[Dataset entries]
::::::::::

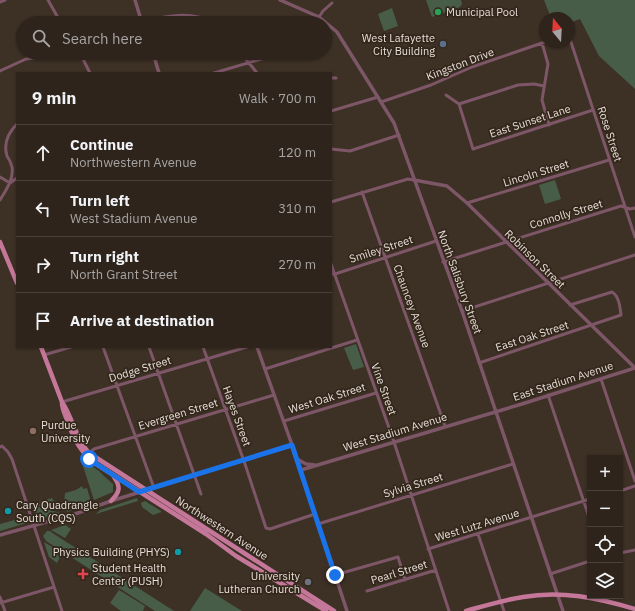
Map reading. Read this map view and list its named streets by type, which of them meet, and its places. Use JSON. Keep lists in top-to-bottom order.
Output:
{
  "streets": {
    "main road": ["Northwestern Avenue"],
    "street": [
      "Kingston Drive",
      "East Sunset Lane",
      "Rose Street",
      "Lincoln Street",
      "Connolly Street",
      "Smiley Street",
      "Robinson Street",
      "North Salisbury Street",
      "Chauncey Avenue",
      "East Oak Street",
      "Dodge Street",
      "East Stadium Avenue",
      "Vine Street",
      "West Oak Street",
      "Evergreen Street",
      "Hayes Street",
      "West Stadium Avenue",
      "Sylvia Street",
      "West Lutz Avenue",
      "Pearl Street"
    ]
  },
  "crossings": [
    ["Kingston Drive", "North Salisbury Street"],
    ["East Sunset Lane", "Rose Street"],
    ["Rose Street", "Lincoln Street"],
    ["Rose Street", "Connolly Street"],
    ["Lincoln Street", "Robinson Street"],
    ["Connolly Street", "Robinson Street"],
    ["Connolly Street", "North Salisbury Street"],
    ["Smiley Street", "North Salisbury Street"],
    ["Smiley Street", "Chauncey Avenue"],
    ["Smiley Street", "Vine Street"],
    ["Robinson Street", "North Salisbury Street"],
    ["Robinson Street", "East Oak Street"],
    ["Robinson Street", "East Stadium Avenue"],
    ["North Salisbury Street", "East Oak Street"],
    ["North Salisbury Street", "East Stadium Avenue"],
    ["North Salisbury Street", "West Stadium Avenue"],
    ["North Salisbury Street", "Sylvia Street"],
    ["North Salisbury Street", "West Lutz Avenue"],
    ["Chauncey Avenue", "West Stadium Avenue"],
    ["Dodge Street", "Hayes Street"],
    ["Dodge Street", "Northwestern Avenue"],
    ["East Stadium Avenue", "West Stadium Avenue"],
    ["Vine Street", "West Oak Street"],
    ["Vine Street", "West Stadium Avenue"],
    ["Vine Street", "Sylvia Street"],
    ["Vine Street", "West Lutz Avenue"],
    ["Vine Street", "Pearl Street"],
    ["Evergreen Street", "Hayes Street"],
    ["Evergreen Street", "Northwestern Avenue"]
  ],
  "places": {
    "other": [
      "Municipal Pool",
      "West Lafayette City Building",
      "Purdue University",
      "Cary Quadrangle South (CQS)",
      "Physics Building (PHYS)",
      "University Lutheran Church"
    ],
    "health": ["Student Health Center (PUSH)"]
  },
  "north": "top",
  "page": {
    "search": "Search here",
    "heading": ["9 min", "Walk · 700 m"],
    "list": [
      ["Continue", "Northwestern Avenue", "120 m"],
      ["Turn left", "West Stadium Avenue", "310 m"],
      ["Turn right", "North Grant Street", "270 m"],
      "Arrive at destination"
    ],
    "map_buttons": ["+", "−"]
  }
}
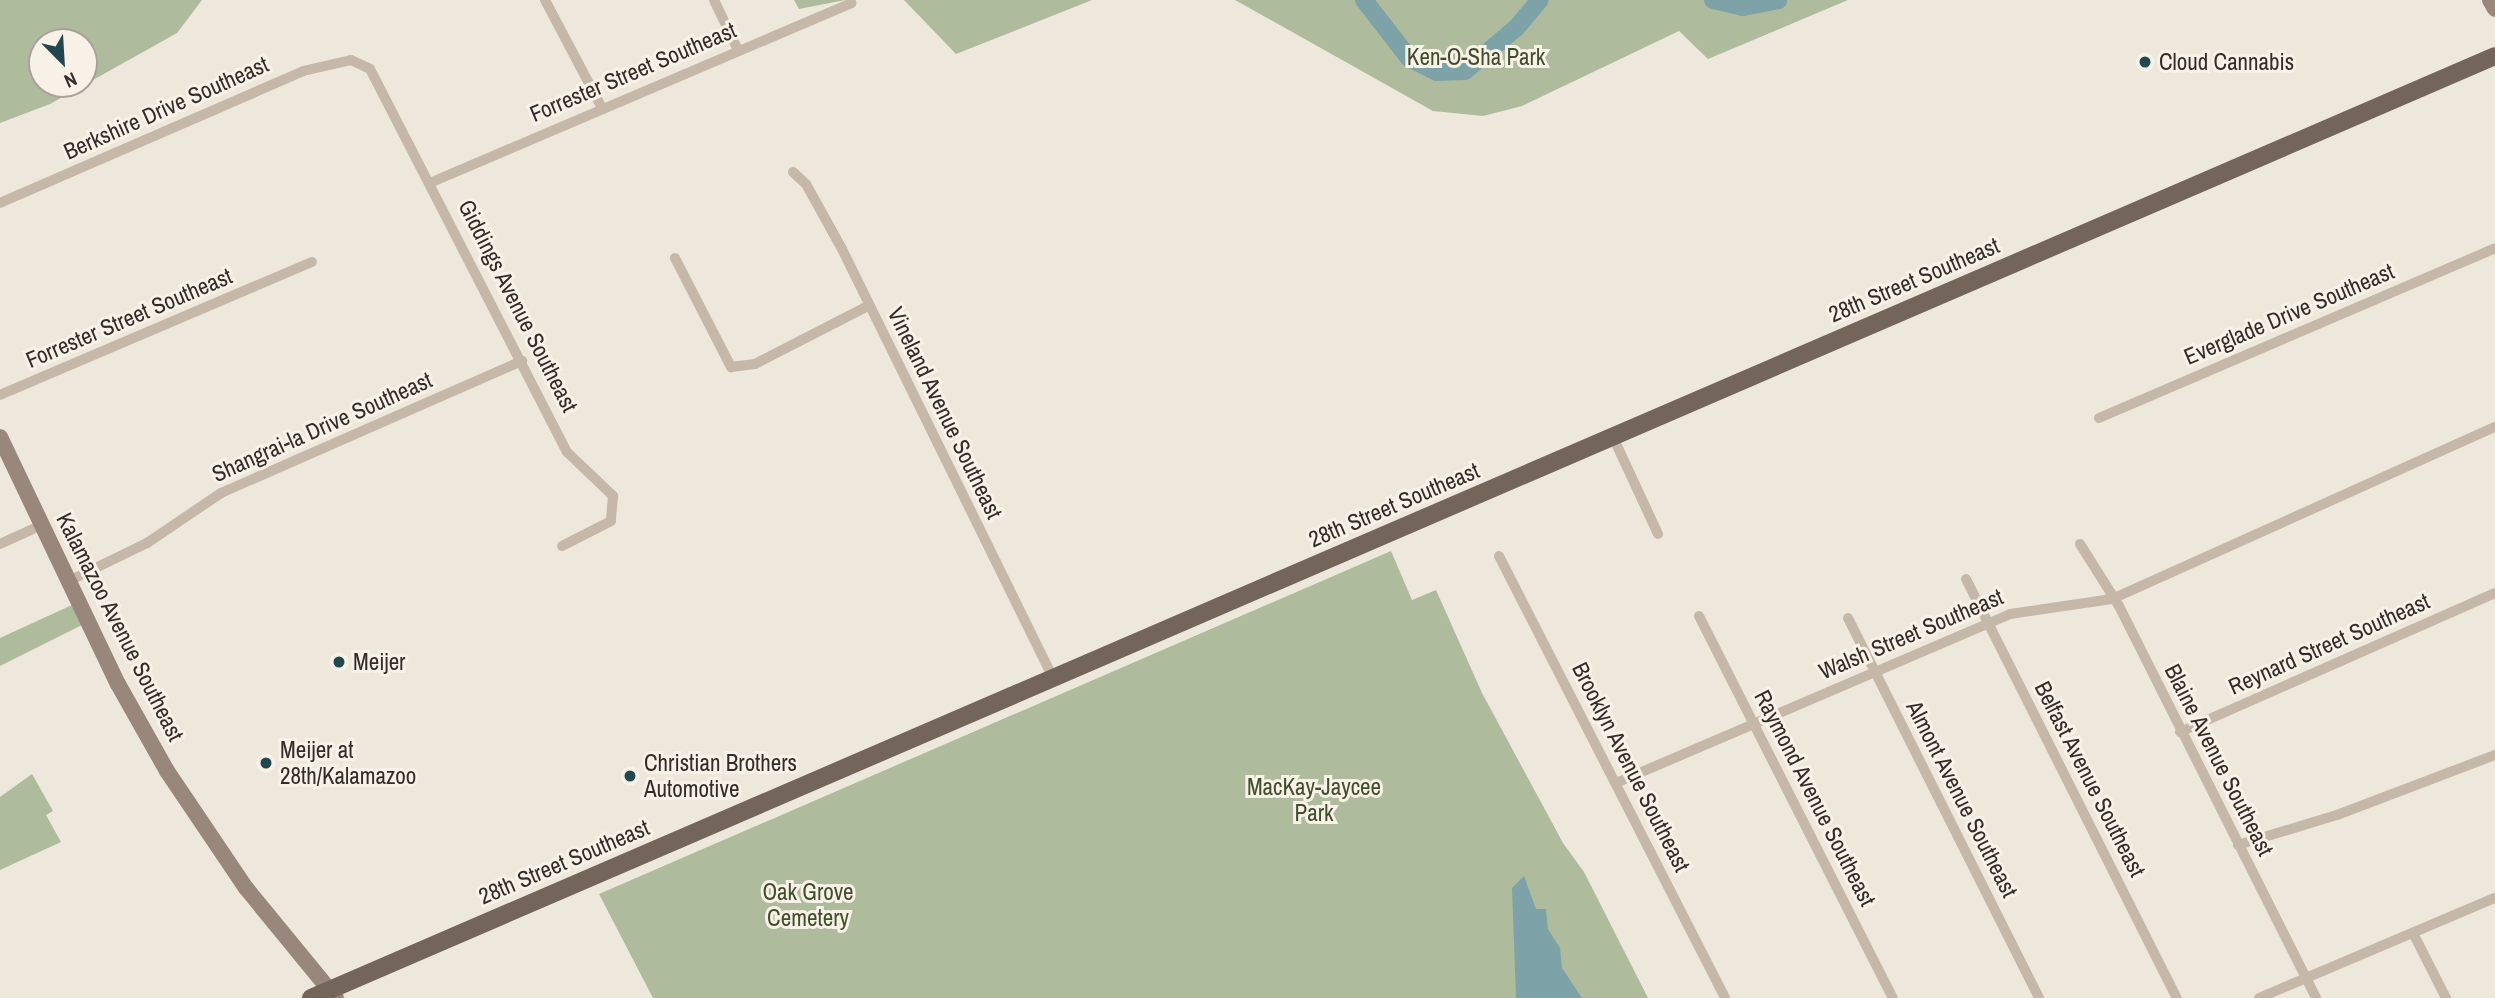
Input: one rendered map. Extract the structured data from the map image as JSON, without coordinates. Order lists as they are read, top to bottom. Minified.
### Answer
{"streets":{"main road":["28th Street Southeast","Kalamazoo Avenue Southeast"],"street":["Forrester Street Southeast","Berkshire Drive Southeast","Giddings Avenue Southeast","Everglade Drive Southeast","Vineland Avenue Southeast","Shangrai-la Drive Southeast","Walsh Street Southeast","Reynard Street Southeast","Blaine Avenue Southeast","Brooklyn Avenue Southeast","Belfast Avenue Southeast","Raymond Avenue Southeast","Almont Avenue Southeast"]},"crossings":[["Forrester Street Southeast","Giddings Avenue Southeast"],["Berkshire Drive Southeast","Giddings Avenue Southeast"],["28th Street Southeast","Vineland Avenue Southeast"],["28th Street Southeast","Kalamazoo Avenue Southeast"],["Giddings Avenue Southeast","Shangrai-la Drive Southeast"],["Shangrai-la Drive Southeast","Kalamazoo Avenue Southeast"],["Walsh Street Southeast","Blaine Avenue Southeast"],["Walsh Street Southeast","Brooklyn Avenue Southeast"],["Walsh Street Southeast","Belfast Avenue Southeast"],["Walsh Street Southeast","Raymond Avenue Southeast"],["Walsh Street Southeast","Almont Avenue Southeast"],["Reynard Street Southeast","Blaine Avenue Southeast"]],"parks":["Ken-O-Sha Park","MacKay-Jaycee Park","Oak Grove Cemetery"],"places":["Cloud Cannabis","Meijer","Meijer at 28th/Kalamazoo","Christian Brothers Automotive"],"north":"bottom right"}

::::::::::

§ What the task requires
Please show each line in the records above that contains "Robinson".

§ Answer
      "Robinson Street",
    ["Lincoln Street", "Robinson Street"],
    ["Connolly Street", "Robinson Street"],
    ["Robinson Street", "North Salisbury Street"],
    ["Robinson Street", "East Oak Street"],
    ["Robinson Street", "East Stadium Avenue"],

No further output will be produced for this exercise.